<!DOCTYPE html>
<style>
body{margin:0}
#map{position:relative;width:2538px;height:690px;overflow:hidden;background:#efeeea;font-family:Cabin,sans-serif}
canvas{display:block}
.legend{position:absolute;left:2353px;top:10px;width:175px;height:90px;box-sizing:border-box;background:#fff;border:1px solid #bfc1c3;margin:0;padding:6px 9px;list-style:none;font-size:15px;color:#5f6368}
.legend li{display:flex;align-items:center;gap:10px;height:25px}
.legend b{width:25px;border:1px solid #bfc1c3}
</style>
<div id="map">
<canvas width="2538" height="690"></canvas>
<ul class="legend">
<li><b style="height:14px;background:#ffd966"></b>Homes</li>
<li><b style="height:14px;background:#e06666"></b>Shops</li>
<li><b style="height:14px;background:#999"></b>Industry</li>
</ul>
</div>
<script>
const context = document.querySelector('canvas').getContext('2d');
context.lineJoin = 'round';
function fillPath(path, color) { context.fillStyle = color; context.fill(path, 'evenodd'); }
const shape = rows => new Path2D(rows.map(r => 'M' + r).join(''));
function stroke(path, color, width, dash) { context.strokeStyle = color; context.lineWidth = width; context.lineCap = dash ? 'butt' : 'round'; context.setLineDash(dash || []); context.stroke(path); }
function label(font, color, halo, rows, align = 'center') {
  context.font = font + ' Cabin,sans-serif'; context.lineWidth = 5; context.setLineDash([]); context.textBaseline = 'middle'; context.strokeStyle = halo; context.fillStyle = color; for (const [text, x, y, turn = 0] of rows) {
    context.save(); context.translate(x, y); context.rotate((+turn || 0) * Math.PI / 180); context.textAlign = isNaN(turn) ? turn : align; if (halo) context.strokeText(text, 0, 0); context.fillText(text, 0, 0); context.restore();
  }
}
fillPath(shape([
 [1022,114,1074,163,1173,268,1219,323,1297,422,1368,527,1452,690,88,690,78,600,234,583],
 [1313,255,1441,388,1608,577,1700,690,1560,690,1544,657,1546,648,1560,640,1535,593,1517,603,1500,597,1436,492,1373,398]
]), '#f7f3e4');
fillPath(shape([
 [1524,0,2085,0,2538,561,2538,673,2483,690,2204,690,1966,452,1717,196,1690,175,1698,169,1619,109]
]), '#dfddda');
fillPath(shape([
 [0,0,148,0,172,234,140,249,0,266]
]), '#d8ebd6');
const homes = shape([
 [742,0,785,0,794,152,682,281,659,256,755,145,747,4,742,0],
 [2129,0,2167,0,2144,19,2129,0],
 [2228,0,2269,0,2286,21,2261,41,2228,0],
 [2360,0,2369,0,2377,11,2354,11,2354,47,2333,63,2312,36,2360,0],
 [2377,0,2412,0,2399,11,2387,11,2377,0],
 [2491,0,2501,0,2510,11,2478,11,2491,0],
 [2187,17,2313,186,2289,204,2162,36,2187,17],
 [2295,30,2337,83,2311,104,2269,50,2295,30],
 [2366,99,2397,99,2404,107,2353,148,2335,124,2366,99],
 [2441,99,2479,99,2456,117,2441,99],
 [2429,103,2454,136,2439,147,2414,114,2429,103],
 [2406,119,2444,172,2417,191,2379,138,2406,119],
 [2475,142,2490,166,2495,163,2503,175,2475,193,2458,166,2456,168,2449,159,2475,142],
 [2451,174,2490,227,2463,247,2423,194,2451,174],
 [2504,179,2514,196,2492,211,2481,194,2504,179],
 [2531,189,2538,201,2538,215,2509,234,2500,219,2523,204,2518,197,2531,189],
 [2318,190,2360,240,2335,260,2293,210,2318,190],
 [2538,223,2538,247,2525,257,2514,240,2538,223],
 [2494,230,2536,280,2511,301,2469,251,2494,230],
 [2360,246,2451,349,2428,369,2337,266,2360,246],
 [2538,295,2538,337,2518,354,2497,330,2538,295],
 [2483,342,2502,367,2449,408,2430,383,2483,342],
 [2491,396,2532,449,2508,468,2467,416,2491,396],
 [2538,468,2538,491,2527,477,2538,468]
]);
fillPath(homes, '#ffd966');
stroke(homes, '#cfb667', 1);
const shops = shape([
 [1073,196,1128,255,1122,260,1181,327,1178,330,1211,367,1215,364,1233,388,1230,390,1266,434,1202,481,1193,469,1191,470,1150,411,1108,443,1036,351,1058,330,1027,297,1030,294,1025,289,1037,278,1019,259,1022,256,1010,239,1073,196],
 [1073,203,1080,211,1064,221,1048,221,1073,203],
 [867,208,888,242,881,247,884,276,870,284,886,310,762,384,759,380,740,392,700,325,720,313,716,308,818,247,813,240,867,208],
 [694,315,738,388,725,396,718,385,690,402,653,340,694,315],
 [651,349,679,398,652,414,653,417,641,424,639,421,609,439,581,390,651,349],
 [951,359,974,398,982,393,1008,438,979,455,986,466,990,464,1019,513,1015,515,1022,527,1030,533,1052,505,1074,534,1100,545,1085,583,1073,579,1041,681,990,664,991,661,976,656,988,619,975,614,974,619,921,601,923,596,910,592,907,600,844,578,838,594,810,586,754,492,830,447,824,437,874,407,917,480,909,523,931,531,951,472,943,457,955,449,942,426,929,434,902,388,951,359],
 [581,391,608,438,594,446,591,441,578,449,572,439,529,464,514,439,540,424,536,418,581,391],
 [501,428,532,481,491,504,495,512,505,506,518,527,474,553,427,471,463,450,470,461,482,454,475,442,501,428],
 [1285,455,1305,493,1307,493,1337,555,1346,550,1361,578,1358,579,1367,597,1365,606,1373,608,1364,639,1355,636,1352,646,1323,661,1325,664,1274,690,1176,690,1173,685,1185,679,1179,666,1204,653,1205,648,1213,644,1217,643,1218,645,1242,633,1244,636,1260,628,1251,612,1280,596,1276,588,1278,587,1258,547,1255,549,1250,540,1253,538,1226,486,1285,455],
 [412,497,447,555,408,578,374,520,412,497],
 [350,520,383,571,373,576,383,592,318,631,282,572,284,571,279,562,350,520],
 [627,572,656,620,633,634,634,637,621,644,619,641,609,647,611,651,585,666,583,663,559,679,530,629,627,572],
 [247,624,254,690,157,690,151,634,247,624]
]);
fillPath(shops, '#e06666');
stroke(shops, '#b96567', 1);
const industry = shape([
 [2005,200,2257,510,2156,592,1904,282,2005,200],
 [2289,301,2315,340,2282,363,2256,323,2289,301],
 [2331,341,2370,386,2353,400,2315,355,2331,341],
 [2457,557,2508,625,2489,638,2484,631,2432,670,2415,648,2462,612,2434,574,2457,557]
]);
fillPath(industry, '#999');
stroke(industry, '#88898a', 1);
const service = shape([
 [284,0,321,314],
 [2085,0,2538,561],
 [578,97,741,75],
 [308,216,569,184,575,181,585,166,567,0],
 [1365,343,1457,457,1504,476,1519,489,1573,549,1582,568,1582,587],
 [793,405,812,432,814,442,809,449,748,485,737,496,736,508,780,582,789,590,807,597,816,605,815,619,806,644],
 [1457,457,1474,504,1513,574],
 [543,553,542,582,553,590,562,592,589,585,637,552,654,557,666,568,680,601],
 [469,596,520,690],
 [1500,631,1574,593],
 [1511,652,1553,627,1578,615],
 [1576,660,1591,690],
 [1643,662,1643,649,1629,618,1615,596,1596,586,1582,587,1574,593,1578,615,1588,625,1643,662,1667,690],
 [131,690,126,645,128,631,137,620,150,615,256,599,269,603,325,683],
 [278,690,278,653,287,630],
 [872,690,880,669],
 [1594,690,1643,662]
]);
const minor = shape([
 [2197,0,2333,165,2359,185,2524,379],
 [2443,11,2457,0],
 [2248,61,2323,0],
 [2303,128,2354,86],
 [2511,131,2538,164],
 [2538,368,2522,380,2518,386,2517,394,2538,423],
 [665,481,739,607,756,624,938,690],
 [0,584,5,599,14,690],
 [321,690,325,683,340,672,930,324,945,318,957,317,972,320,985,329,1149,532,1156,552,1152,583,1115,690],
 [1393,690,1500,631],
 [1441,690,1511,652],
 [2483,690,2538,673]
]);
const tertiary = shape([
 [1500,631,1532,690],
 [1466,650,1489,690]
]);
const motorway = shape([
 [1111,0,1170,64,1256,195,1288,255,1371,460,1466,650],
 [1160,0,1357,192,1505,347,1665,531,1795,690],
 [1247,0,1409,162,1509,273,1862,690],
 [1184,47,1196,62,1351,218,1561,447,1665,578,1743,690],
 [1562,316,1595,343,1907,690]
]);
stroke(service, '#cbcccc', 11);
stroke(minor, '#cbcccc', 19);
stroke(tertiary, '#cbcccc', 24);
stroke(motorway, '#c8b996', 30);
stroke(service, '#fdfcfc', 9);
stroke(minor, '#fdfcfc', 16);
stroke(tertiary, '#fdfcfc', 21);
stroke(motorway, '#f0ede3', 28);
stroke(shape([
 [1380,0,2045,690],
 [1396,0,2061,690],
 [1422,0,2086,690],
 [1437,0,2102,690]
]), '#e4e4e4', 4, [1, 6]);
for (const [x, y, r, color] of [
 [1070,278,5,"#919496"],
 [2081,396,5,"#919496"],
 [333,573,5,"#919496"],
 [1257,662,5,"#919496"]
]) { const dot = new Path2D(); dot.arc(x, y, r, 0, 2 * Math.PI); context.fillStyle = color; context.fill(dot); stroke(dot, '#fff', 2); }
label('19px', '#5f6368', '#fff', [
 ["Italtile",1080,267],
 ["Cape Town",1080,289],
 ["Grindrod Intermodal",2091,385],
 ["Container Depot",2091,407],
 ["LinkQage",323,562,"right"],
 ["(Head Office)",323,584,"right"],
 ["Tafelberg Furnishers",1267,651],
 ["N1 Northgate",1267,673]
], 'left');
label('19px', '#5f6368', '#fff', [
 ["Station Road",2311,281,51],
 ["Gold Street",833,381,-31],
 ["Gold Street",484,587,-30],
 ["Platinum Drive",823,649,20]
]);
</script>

· · · · ·

__WORK TO BE COMPLETED__
Your answer must be the lines from the first line of the entries above through the line that contains "const shape = rows", written out exactly.

__WRITTEN RESPONSE__
<!DOCTYPE html>
<style>
body{margin:0}
#map{position:relative;width:2538px;height:690px;overflow:hidden;background:#efeeea;font-family:Cabin,sans-serif}
canvas{display:block}
.legend{position:absolute;left:2353px;top:10px;width:175px;height:90px;box-sizing:border-box;background:#fff;border:1px solid #bfc1c3;margin:0;padding:6px 9px;list-style:none;font-size:15px;color:#5f6368}
.legend li{display:flex;align-items:center;gap:10px;height:25px}
.legend b{width:25px;border:1px solid #bfc1c3}
</style>
<div id="map">
<canvas width="2538" height="690"></canvas>
<ul class="legend">
<li><b style="height:14px;background:#ffd966"></b>Homes</li>
<li><b style="height:14px;background:#e06666"></b>Shops</li>
<li><b style="height:14px;background:#999"></b>Industry</li>
</ul>
</div>
<script>
const context = document.querySelector('canvas').getContext('2d');
context.lineJoin = 'round';
function fillPath(path, color) { context.fillStyle = color; context.fill(path, 'evenodd'); }
const shape = rows => new Path2D(rows.map(r => 'M' + r).join(''));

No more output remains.